ACTIVITY
Count the lines in the records that hold the string "strokeStyle". Only the number should be given.

START DATASET EXTRACT

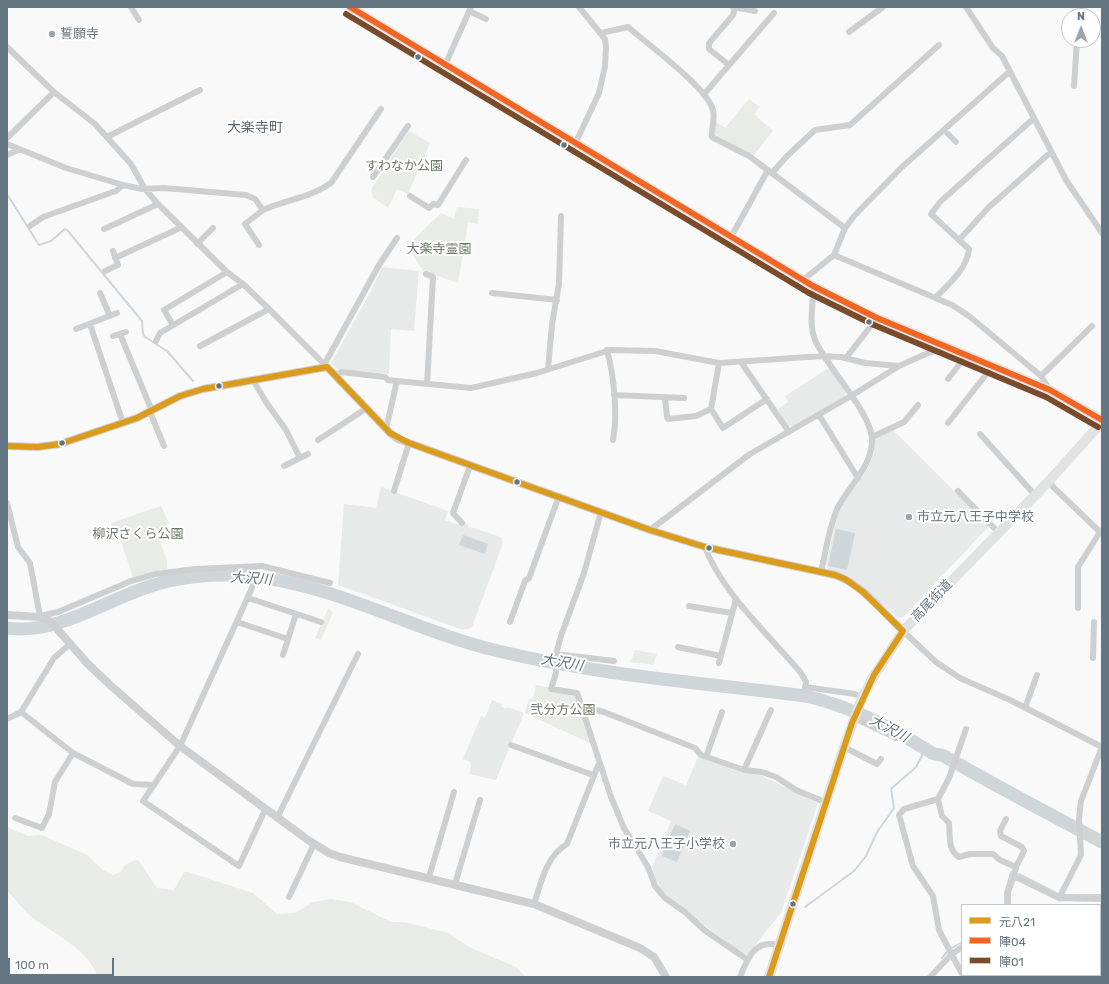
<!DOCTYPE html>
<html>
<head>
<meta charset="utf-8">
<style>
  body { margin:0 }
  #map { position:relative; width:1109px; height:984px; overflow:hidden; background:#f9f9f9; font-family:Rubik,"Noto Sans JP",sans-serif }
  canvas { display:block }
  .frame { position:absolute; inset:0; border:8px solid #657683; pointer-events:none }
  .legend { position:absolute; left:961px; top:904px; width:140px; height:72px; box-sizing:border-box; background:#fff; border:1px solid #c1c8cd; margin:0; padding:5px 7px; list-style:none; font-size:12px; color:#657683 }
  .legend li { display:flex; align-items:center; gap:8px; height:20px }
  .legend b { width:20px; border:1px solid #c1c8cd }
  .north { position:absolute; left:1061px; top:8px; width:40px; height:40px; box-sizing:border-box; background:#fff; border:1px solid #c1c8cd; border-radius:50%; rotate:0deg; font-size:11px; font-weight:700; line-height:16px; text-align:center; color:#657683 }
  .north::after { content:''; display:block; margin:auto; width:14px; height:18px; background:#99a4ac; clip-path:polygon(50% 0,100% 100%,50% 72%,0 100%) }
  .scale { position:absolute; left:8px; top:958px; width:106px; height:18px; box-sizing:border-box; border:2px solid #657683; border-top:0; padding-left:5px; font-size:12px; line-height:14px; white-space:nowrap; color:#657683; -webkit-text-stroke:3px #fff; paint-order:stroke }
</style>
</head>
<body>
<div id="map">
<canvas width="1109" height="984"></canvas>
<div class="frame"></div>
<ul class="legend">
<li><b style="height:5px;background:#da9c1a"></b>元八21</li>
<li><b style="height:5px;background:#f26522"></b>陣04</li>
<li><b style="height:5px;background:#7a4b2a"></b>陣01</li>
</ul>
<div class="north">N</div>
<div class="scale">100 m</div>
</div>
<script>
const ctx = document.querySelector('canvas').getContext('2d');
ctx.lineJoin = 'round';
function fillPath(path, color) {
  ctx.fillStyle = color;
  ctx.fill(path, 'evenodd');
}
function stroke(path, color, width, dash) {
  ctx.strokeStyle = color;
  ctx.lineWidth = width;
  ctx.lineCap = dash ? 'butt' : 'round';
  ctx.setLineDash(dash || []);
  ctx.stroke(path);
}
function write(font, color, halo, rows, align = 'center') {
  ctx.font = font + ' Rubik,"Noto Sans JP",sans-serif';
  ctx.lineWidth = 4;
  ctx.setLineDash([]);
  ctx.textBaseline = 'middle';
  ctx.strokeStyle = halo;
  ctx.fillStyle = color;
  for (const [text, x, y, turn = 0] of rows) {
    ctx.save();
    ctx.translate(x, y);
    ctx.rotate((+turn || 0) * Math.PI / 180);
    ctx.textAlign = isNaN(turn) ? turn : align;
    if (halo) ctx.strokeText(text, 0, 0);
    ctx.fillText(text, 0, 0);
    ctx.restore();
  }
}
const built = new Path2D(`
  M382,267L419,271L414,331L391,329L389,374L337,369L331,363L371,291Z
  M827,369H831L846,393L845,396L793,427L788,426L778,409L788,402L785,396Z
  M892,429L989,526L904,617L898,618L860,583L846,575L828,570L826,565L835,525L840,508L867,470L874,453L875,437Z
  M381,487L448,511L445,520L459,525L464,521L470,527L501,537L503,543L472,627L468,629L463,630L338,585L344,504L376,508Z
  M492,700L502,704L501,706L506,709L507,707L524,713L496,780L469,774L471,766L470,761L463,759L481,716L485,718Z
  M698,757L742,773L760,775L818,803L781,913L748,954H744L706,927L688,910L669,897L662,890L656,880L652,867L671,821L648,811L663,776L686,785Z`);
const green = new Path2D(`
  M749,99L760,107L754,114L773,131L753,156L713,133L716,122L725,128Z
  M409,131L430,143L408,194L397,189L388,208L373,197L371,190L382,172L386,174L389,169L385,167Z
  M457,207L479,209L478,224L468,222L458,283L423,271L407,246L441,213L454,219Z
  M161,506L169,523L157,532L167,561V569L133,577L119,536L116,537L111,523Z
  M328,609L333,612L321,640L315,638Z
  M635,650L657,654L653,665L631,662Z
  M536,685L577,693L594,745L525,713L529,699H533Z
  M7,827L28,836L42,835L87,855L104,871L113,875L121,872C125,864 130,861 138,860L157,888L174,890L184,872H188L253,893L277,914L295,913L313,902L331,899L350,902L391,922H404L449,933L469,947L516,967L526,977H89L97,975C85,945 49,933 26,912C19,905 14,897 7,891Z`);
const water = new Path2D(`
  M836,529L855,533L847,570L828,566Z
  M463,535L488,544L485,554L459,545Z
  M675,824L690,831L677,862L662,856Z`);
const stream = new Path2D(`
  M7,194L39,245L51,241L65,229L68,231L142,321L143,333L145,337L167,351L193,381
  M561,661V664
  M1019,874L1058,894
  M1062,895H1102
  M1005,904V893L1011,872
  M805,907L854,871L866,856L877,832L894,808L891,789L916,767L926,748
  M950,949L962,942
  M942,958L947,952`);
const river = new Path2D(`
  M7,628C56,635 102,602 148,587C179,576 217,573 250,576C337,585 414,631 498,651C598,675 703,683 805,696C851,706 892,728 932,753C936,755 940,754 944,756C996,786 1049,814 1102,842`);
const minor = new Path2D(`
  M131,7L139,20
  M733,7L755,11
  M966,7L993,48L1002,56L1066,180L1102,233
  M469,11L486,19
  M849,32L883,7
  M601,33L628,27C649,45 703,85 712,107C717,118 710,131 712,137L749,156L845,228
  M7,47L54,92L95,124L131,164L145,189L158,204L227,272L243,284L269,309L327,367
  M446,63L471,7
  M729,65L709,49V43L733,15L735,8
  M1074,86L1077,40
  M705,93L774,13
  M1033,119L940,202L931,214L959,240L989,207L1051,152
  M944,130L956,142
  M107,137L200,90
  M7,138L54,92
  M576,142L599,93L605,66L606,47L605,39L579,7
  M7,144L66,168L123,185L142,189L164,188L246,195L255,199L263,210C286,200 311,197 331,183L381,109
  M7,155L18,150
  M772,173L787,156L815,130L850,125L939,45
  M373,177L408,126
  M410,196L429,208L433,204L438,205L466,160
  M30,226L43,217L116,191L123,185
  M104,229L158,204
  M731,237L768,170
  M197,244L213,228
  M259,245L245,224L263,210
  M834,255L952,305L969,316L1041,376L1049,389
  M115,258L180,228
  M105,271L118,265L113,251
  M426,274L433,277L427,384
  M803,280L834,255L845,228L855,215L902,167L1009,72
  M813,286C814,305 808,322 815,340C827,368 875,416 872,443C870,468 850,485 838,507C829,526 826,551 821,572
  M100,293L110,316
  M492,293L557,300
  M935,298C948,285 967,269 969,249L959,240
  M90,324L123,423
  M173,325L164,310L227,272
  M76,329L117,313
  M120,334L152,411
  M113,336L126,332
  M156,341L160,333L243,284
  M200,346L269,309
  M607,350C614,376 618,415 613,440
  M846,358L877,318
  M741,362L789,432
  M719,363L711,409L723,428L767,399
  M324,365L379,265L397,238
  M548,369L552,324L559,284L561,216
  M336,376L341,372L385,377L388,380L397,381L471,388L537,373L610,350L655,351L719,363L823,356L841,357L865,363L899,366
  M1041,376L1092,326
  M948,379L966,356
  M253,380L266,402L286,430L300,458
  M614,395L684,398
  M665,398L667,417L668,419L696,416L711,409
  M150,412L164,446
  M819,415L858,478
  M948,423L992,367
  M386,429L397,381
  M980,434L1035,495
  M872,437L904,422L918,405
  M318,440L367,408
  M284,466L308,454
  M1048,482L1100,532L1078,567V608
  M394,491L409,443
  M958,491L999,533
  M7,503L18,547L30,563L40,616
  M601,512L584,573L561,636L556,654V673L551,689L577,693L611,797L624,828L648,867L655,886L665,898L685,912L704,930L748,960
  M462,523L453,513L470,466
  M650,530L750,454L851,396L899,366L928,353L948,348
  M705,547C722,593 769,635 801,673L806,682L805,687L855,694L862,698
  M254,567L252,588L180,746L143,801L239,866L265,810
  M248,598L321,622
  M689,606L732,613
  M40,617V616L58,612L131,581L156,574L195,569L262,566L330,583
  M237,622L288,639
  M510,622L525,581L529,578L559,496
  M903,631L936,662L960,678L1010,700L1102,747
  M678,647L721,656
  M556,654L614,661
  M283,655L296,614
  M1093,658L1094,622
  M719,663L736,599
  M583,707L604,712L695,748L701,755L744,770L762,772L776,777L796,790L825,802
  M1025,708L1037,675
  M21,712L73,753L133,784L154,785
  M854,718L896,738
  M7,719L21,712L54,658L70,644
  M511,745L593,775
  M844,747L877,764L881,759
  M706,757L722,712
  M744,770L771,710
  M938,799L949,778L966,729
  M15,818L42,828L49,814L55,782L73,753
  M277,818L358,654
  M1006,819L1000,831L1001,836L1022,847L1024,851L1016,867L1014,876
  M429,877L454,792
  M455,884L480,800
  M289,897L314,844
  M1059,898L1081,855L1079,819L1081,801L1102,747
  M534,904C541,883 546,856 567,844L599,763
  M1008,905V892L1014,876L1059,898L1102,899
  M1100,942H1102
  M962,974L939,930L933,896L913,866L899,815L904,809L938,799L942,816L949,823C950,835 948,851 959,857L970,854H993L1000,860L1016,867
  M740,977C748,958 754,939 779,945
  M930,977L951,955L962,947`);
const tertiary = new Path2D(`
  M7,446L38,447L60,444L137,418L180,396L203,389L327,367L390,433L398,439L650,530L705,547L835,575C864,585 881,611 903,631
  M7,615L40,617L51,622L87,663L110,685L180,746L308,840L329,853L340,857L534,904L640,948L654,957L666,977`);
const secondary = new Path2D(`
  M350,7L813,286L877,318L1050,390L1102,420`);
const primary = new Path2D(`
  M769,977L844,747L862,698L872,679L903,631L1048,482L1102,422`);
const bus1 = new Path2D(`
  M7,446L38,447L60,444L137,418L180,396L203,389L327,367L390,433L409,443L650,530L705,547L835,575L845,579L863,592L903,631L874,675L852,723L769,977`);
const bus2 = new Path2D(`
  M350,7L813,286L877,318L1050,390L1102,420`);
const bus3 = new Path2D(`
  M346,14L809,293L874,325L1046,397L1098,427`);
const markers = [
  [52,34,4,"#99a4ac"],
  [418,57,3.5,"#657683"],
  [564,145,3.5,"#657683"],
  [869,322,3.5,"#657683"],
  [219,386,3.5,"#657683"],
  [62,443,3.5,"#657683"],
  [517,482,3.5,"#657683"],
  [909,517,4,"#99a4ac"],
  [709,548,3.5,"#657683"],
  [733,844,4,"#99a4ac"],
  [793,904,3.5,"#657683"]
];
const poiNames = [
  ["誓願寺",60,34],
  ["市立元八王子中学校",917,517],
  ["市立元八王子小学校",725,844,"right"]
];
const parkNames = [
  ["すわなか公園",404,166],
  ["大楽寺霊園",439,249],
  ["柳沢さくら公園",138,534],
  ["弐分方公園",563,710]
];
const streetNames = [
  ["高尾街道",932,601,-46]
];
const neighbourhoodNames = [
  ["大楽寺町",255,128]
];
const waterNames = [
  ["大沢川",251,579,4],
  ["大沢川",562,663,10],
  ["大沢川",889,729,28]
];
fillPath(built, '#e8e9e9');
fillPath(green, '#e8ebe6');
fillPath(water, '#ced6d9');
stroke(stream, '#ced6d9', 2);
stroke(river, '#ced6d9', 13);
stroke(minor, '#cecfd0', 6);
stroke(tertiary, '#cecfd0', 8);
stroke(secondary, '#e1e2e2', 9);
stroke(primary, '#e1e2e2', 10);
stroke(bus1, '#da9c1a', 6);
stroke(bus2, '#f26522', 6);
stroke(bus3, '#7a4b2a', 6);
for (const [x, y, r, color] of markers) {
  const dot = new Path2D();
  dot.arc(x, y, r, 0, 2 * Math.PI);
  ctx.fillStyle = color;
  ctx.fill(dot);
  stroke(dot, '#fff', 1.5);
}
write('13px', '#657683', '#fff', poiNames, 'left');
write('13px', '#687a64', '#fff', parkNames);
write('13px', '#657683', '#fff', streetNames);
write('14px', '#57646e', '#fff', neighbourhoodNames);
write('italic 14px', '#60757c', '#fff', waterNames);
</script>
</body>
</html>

END DATASET EXTRACT

REPLY TO THE EXERCISE
2